Full Terms of Service
By signing in to use any of Double Technologies Inc’s (“Double” or the “Provider”) products and services (the “Product”), you (the “Customer”) are agreeing to the Terms of Service outlined in this document.
2.1 Access and Use. During the Subscription Period and subject to the Use Limitations, Customer may (a) access and use the Product; and (b) copy and use the included Software and Documentation only as needed to access and use the Product, in each case, for its internal business purposes and only if Customer complies with the terms of this Agreement.
2.2 Service Level. If there is an SLA and the Product does not meet the SLA, Provider will provide the remedies outlined in the SLA and will not be responsible for any other remedies. Any credits earned under the SLA will only apply to future invoices and expire if the Agreement ends. In any event, if the Product is temporarily unavailable for scheduled maintenance, for unscheduled emergency maintenance, or because of other causes beyond Provider’s reasonable control, no SLA remedies will accrue. Provider will try to inform Customer before scheduled service disruptions through the Product or by email.
2.3 Support. During the Subscription Period, Provider will provide Technical Support as required.

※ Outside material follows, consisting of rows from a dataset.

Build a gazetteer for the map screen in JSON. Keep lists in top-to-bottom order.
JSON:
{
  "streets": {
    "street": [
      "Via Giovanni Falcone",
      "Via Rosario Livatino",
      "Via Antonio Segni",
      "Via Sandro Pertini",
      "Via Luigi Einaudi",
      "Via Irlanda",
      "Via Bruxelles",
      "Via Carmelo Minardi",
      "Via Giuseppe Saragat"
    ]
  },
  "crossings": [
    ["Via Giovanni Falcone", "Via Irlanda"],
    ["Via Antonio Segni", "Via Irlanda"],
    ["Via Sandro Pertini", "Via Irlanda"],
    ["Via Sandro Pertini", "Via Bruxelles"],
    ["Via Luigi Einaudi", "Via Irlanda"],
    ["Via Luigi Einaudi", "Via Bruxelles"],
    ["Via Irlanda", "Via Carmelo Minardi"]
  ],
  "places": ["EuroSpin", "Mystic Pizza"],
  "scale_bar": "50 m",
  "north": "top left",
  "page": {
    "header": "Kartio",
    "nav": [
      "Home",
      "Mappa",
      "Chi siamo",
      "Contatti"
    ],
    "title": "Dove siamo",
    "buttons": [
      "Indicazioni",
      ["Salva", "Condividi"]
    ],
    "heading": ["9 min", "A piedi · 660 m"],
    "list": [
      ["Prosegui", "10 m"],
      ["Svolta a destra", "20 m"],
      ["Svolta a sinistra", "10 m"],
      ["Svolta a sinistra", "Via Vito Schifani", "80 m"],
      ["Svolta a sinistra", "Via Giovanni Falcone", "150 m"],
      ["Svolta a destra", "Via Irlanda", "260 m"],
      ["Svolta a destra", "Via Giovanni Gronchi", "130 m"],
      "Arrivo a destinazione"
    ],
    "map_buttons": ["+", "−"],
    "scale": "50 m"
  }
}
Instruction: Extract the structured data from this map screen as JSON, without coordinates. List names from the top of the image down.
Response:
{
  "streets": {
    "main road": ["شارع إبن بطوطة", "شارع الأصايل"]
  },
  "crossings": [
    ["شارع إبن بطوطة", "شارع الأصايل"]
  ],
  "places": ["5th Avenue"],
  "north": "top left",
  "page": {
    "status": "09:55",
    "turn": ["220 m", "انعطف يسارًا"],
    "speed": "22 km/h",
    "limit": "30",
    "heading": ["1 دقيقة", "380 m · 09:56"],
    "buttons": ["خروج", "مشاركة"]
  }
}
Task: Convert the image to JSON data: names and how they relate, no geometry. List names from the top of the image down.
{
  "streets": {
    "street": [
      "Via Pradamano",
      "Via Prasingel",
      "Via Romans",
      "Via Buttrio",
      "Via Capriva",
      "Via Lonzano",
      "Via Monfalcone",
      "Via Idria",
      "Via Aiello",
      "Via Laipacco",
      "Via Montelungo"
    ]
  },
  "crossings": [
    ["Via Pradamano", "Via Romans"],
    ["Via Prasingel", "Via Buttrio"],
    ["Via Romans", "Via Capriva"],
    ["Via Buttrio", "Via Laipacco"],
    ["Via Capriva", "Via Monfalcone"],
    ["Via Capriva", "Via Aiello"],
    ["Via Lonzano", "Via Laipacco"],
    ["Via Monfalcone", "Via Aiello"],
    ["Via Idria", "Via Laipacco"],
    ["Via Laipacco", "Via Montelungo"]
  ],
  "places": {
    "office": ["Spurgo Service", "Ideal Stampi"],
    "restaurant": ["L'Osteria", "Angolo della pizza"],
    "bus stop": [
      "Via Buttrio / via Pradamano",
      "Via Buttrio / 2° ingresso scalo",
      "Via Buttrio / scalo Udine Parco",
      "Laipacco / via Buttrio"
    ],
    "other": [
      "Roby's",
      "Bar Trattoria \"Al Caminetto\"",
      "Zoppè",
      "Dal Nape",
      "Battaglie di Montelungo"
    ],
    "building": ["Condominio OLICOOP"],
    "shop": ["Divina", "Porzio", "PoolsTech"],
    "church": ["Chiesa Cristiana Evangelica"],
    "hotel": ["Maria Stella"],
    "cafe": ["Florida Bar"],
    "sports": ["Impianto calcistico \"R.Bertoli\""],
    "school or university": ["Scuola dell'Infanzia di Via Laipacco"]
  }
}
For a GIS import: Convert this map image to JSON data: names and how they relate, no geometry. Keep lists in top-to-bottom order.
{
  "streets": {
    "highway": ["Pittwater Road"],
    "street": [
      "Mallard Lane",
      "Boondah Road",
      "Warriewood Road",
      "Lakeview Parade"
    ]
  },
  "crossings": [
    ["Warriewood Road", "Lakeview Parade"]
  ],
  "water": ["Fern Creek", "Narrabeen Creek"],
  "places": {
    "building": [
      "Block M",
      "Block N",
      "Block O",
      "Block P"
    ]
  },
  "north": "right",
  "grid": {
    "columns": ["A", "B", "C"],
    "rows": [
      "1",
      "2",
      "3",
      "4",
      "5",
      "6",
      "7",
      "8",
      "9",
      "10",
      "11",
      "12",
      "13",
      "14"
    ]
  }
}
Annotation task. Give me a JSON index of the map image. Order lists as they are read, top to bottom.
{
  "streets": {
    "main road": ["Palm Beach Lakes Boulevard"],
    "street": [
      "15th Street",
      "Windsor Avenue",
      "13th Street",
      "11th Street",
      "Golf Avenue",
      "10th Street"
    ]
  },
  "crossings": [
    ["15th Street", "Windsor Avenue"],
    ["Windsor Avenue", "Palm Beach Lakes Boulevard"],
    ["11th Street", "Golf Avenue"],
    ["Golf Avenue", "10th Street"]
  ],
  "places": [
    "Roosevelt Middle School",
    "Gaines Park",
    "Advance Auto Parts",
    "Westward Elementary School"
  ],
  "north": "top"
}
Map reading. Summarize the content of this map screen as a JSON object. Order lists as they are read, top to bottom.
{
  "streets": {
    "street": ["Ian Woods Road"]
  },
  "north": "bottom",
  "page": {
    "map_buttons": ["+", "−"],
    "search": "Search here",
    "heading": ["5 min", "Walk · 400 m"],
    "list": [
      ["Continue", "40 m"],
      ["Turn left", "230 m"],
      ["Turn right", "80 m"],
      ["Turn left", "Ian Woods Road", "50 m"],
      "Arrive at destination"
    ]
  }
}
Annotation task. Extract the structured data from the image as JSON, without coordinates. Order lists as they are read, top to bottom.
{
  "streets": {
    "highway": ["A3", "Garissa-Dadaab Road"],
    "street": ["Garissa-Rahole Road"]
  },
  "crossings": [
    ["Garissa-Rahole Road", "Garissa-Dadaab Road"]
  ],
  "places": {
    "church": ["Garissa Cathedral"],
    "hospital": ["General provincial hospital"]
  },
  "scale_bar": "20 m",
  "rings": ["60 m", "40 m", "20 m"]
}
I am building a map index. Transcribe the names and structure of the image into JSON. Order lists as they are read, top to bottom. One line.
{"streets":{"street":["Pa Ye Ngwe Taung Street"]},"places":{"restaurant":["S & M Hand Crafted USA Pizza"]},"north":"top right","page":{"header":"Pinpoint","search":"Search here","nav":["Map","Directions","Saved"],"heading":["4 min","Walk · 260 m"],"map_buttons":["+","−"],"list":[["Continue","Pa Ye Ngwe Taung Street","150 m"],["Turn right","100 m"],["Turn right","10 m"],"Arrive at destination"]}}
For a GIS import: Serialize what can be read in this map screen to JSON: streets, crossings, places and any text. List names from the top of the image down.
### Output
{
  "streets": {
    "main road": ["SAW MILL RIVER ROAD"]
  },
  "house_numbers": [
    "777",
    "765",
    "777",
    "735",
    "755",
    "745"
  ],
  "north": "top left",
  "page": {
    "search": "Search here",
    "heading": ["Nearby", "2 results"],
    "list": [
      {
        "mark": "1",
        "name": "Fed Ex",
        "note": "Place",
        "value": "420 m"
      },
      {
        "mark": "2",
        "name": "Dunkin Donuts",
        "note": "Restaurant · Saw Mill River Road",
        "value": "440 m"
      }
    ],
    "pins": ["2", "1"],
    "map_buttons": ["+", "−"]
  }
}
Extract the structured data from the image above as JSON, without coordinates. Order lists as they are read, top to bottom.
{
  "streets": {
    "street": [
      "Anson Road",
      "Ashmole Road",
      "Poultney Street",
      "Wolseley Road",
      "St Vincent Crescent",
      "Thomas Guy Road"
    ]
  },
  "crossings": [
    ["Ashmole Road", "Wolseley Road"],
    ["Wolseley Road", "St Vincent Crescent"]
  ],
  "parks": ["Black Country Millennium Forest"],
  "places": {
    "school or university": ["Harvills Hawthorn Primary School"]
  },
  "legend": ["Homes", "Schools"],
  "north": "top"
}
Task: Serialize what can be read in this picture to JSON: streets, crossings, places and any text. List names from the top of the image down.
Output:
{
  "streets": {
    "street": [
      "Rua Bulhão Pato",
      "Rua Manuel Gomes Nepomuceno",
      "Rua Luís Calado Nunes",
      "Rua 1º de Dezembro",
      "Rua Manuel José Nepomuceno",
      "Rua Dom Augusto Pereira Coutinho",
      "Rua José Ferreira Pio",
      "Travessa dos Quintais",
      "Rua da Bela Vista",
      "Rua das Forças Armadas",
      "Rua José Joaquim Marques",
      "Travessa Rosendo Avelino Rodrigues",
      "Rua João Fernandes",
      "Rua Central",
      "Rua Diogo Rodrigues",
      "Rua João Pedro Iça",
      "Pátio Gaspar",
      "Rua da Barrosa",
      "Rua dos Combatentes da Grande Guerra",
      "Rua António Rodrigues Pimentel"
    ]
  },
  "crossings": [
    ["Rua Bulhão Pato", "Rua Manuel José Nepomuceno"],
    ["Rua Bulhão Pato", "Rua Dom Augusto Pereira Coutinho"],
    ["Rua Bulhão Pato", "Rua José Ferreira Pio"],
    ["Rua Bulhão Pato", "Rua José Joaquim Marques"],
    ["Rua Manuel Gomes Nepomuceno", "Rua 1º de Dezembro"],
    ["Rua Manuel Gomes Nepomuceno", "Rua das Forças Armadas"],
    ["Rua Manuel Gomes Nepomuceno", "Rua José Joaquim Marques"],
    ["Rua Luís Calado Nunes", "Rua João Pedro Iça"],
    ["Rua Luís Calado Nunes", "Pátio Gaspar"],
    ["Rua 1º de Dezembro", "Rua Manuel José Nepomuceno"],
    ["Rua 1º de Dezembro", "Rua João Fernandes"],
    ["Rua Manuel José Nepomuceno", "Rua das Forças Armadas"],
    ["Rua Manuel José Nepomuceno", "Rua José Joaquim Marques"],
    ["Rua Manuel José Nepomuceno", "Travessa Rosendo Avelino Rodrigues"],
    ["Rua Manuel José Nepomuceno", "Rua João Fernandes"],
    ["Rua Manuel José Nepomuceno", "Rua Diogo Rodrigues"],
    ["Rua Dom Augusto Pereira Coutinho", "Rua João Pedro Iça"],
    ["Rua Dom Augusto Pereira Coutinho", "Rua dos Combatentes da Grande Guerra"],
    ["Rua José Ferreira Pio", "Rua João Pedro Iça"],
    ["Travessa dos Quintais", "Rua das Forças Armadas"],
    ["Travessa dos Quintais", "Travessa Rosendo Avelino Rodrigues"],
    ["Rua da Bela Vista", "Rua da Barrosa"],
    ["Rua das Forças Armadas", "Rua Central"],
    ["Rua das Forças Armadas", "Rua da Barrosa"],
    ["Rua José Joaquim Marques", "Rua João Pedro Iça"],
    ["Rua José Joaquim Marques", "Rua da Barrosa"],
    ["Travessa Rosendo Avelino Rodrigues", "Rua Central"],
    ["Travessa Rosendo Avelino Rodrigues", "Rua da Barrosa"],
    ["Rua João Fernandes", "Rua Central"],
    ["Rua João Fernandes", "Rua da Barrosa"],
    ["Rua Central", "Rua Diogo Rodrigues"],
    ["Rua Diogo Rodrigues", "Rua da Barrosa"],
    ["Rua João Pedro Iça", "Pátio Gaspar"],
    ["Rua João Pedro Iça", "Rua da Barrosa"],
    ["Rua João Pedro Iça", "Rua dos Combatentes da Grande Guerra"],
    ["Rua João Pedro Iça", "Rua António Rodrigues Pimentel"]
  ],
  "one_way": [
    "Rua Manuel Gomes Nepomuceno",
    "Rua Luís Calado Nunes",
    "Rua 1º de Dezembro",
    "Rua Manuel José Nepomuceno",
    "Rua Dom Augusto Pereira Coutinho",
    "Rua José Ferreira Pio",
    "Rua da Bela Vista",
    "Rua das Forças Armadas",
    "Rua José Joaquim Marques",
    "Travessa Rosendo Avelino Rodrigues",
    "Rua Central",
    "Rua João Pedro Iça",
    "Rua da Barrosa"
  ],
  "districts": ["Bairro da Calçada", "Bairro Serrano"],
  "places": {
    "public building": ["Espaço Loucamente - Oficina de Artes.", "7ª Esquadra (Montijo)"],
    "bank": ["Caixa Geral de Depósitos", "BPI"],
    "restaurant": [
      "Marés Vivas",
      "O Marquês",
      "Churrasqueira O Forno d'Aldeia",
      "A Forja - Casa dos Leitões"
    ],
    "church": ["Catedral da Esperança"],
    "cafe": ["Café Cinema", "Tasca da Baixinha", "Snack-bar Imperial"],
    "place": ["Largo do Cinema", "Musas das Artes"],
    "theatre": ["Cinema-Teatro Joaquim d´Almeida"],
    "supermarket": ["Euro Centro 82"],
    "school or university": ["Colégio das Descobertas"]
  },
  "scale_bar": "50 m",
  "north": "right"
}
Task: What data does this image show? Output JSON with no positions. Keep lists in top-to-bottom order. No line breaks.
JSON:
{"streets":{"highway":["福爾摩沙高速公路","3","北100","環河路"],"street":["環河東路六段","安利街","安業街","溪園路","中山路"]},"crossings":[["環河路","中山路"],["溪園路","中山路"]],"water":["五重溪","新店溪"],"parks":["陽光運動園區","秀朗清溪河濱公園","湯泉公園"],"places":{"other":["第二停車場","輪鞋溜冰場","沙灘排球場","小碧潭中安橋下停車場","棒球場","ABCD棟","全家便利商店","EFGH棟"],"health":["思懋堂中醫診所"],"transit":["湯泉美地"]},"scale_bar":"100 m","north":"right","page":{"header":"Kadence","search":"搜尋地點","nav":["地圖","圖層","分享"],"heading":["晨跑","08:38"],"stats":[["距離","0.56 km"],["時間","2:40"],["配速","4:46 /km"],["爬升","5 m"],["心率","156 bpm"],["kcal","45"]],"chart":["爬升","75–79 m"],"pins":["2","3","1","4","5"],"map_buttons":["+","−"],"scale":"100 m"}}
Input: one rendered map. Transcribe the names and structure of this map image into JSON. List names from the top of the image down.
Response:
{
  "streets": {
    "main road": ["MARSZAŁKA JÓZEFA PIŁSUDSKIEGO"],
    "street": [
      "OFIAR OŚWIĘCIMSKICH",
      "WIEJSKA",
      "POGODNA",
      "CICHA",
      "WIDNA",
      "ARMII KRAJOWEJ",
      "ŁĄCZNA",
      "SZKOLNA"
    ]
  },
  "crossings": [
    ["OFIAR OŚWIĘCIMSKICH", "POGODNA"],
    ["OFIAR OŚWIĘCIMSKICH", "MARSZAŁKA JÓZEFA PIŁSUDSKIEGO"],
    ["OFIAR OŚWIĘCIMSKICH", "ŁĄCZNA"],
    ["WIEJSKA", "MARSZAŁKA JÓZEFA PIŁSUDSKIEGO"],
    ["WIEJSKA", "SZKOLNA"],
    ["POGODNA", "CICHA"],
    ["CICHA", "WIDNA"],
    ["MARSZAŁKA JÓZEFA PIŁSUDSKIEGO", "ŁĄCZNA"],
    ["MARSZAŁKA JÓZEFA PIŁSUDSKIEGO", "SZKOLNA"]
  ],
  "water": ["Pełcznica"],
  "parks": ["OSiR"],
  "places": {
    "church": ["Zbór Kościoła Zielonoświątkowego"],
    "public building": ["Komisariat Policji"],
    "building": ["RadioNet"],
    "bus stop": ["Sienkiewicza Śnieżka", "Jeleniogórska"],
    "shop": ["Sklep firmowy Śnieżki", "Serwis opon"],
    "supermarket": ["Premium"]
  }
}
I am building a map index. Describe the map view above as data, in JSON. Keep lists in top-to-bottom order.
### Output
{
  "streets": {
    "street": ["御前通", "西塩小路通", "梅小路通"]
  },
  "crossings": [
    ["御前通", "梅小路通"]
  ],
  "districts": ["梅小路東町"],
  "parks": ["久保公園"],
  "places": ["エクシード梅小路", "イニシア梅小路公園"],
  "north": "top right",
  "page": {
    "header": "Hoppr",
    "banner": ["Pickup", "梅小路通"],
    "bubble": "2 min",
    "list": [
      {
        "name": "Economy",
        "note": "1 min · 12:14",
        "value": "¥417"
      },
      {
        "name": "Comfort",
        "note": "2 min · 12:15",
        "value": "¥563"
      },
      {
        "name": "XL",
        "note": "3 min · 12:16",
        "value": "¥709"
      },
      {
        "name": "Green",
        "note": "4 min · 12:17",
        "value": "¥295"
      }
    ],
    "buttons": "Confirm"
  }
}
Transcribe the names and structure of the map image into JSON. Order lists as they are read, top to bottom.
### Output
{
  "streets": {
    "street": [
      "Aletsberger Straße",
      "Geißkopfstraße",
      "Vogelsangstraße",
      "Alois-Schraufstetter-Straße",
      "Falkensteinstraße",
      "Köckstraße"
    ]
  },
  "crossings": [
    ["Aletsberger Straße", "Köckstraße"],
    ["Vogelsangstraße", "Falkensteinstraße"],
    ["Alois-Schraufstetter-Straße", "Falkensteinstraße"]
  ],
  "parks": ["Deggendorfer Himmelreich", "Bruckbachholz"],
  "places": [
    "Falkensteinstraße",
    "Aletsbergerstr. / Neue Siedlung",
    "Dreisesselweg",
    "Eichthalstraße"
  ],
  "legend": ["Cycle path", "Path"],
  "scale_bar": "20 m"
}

2.4 Customer Account. Customer is responsible for all actions on their account, including compliance with this Agreement. Customer and Users must protect the confidentiality of their passwords and login credentials. Customer will promptly notify Provider if it suspects or knows of any fraudulent activity with its accounts, passwords, or credentials, or if they become compromised. Customer will register only for a single account for the Product at a time, Provider may suspend or terminate any additional accounts.
2.6 Feedback and Usage Data. Customer may, but is not required to, give Provider Feedback, in which case Customer gives Feedback “AS IS”. Provider may use all Feedback freely without any restriction or obligation. In addition, Provider may collect and analyze Usage Data, and Provider may freely use Usage Data to maintain, improve, and enhance Provider’s products and services without restriction or obligation. However, Provider may only share Usage Data with others if the Usage Data is aggregated and does not identify Customer or Users. The Provider will abide by the terms laid in the Privacy Policy when handling any of the Customer data.
2.7 Customer Content. Provider may copy, display, modify, and use Customer Content with Customer consent, to provide and maintain the Product and related offerings. Customer is responsible for the accuracy and content of Customer Content.
3.1 Restrictions on Customer.
(a) Except as expressly permitted by this Agreement, Customer will not (and will not allow any anyone else to):
(i) reverse engineer, decompile, or attempt to discover any source code or underlying ideas or algorithms of the Product (except to the extent Applicable Laws prohibit this restriction);
(ii) provide, sell, transfer, sublicense, lend, distribute, rent, or otherwise allow others to access or use the Product;
(iii) remove any proprietary notices or labels;
(iv) copy, modify, or create derivative works of the Product;
(v) conduct security or vulnerability tests on, interfere with the operation of, cause performance degradation of, or circumvent access restrictions of the Product;
(vi) access accounts, information, data, or portions of the Product to which Customer does not have explicit authorization;
(vii) use the Product to develop a competing service or product;
(viii) use the Product with any High Risk Activities or with activity prohibited by Applicable Laws;
(ix) use the Product to obtain unauthorized access to anyone else’s networks or equipment; or
(x) upload, submit, or otherwise make available to the Product any Customer Content to which Customer and Users do not have the proper rights.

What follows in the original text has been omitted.